Matrix & Futurebound singles chronology
| "Control" (2013) | "Don't Look Back" (2014) |  |

Tanya Lacey singles chronology
| "Now That You're Gone" (2013) | "Don't Look Back" (2014) |  |

= Don't Look Back (Matrix & Futurebound song) =

"Don't Look Back" is a song by English drum and bass production duo Matrix & Futurebound.

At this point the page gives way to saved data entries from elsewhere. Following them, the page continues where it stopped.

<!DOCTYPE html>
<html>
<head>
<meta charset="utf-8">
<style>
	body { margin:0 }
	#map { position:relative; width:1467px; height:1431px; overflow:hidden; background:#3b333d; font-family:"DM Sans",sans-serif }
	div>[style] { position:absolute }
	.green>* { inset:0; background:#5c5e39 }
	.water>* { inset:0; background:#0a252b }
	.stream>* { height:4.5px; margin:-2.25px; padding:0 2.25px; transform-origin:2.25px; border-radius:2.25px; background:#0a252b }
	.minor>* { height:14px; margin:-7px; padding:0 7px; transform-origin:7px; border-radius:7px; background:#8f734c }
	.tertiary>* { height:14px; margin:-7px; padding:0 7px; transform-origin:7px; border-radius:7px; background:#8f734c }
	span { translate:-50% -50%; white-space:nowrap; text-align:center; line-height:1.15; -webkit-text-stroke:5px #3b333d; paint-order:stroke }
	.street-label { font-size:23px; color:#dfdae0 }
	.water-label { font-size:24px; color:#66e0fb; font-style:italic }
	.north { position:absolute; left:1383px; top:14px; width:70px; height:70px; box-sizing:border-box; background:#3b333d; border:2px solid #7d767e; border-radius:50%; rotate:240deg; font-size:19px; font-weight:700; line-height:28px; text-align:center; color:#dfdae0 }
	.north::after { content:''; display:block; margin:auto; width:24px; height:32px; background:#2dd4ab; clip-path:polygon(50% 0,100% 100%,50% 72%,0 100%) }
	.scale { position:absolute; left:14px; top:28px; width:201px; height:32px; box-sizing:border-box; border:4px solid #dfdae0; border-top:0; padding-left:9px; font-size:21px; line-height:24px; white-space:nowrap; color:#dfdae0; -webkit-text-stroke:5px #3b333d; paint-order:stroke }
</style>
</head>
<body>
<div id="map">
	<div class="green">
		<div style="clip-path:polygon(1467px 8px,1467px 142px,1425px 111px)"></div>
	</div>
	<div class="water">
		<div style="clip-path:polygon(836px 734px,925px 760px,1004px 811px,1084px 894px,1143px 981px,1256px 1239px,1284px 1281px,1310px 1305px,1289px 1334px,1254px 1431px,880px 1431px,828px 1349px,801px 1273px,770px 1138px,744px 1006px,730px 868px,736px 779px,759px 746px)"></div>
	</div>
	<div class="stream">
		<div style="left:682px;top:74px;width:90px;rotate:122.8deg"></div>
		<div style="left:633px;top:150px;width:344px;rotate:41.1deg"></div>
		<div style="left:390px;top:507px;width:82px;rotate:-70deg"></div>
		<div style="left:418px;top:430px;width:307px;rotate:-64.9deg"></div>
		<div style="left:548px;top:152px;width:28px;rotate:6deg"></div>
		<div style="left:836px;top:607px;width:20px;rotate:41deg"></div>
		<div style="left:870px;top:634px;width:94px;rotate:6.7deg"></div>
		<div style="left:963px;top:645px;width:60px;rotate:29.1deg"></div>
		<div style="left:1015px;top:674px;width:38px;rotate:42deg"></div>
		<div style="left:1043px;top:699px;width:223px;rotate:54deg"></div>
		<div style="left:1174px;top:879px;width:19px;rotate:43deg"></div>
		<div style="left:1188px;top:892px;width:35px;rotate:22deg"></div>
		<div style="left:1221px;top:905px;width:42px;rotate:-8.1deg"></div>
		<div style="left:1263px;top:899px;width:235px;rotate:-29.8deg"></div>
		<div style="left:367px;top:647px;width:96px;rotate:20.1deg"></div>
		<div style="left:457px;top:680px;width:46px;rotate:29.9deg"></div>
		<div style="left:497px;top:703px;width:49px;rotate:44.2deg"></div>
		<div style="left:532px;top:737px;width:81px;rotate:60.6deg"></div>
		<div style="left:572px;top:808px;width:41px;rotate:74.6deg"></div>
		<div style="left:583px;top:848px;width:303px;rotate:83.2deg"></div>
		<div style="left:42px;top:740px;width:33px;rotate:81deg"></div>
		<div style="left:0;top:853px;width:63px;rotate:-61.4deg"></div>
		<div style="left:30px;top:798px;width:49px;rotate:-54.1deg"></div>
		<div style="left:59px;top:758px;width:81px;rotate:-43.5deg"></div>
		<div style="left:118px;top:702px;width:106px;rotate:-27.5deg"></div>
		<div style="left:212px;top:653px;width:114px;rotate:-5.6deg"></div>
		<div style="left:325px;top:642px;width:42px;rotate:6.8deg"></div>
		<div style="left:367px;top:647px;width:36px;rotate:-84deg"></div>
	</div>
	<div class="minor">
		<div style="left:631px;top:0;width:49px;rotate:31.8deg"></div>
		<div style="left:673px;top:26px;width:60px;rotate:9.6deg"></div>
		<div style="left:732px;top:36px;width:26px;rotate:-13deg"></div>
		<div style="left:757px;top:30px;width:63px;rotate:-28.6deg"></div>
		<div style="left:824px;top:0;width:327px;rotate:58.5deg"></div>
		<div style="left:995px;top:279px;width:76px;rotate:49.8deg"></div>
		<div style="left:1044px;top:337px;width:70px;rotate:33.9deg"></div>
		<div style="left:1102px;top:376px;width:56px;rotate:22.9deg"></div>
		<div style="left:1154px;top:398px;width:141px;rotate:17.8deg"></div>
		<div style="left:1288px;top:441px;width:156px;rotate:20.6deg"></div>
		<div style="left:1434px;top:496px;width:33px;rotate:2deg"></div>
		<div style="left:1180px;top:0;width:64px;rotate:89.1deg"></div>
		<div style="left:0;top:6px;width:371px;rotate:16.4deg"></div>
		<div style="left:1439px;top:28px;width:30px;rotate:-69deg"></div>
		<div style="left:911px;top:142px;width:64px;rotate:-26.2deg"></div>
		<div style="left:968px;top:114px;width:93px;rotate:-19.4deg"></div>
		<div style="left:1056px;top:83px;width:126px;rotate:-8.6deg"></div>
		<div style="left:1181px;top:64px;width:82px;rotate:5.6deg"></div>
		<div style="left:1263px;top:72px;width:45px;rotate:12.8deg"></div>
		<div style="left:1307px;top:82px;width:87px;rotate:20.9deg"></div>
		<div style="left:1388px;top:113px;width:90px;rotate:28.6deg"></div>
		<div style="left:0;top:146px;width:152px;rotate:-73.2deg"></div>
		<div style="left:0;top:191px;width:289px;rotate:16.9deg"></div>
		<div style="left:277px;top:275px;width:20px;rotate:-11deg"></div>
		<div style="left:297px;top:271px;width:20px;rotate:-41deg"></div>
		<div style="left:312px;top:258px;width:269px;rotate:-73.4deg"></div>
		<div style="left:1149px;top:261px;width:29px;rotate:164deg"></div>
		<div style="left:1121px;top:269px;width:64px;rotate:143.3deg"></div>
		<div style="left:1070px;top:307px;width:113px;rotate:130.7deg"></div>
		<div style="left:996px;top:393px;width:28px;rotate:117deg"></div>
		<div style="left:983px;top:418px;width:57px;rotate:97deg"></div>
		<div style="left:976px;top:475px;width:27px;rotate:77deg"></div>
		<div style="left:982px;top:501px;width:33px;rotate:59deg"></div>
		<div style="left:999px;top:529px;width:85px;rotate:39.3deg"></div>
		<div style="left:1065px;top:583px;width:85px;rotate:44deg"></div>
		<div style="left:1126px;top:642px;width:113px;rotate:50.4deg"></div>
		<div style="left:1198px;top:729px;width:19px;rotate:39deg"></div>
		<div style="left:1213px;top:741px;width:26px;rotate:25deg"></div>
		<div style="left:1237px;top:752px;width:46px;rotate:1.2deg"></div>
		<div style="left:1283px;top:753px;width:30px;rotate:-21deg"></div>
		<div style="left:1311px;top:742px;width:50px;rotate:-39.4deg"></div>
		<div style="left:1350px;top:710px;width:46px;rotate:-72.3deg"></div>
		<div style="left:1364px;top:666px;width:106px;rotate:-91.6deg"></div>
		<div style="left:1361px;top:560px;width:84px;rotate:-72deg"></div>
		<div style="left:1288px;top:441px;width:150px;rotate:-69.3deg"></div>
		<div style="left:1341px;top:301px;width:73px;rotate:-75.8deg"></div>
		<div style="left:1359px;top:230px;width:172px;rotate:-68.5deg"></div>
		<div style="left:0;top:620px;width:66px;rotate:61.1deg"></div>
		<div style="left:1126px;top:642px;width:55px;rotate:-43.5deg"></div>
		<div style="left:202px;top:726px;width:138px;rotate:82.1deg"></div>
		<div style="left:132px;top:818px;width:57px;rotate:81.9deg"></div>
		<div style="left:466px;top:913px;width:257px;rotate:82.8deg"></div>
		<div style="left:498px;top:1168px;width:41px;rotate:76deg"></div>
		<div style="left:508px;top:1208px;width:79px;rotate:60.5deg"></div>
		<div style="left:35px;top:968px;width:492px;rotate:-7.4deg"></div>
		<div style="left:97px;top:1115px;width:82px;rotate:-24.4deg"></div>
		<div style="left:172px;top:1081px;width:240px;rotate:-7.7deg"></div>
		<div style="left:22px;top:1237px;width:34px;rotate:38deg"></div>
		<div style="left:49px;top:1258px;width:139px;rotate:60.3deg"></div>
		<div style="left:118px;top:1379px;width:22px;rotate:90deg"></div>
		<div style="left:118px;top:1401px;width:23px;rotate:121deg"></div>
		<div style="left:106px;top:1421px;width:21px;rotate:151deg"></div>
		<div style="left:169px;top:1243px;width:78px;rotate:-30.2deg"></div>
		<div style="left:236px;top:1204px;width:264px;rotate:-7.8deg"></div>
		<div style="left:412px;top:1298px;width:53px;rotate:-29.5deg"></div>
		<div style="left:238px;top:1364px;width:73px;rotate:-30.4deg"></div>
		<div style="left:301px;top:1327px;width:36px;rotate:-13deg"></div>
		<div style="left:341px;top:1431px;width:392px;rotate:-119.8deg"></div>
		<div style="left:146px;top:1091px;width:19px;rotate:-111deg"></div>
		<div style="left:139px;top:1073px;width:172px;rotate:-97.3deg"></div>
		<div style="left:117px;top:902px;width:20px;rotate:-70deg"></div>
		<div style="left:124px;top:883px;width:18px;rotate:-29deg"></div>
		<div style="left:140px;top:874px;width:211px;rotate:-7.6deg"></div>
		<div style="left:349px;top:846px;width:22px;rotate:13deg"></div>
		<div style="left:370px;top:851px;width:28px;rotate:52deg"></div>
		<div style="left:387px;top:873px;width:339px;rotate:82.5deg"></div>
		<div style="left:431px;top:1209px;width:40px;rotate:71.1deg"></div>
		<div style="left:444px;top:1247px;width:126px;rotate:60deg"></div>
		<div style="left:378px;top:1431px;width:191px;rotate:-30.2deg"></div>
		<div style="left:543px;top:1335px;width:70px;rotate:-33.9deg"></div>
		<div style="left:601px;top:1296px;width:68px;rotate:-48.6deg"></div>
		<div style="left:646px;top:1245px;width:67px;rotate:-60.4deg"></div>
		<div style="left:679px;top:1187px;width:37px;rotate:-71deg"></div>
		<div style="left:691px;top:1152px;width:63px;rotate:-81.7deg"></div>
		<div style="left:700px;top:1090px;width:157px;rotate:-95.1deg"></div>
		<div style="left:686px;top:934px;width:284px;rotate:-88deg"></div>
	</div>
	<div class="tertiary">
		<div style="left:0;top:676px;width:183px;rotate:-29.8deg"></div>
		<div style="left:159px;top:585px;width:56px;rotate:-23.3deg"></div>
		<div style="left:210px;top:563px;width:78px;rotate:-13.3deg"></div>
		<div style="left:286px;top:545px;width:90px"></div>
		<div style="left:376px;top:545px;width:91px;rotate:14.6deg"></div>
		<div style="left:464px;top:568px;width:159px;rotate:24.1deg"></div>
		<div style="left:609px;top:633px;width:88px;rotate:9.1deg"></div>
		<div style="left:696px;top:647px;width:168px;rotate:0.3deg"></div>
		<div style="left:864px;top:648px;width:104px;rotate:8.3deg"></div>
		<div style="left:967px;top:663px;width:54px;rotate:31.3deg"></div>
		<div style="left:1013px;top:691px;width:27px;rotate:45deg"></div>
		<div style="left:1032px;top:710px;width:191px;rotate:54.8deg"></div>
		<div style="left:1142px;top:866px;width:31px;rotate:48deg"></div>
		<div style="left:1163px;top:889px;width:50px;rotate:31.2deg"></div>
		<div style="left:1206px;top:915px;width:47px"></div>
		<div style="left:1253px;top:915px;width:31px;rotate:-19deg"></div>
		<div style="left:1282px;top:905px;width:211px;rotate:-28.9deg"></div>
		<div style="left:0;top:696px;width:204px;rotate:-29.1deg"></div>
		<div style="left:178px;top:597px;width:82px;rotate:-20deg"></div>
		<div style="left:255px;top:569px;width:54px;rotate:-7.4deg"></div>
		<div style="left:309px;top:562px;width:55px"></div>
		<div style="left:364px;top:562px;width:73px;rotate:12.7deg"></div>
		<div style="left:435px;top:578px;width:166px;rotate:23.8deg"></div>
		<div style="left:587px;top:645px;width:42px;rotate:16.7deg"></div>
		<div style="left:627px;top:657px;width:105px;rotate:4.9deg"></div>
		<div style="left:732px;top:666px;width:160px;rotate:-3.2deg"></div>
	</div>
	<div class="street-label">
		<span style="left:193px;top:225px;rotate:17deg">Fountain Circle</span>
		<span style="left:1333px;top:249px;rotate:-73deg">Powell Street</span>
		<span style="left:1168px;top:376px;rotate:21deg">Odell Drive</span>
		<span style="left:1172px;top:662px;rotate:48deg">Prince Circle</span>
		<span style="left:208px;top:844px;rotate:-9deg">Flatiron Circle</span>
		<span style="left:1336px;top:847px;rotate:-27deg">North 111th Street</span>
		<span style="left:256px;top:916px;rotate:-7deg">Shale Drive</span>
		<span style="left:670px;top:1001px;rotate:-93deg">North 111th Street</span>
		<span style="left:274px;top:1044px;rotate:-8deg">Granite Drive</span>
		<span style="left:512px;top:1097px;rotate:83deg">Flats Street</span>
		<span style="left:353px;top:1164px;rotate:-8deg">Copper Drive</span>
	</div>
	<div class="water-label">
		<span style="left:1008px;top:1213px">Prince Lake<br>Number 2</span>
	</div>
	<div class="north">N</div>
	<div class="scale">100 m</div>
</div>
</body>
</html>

It was released on 6 July 2014. The song entered at number 38 on the UK Singles Chart.

==Track listing==

Digital download - single
| No. | Title | Length |
|---|---|---|
| 1. | "Don't Look Back" (featuring Tanya Lacey) | 4:00 |

Digital download - EP
| No. | Title | Length |
|---|---|---|
| 1. | "Don't Look Back" (Matrix & Futurebound Remix) | 3:55 |
| 2. | "Don't Look Back" (Koncept Remix) | 4:17 |
| 3. | "Don't Look Back" (Stadiumx Remix) | 5:24 |
| 4. | "Don't Look Back" (Apexx Remix) | 6:51 |
| 5. | "Don't Look Back" (Artful Vocal Remix) | 4:51 |

==Chart performance==

===Weekly charts===

| Chart (2014) | Peak position |
|---|---|
| Scotland (OCC) | 29 |
| UK Dance (OCC) | 12 |
| UK Singles (OCC) | 38 |

==Release history==

| Country | Release date | Format |
|---|---|---|
| Worldwide | 6 July 2014 | Digital download |

==Music video==
Two Irish models Sarah Tansey and Thalia Heffernan featured in the music video.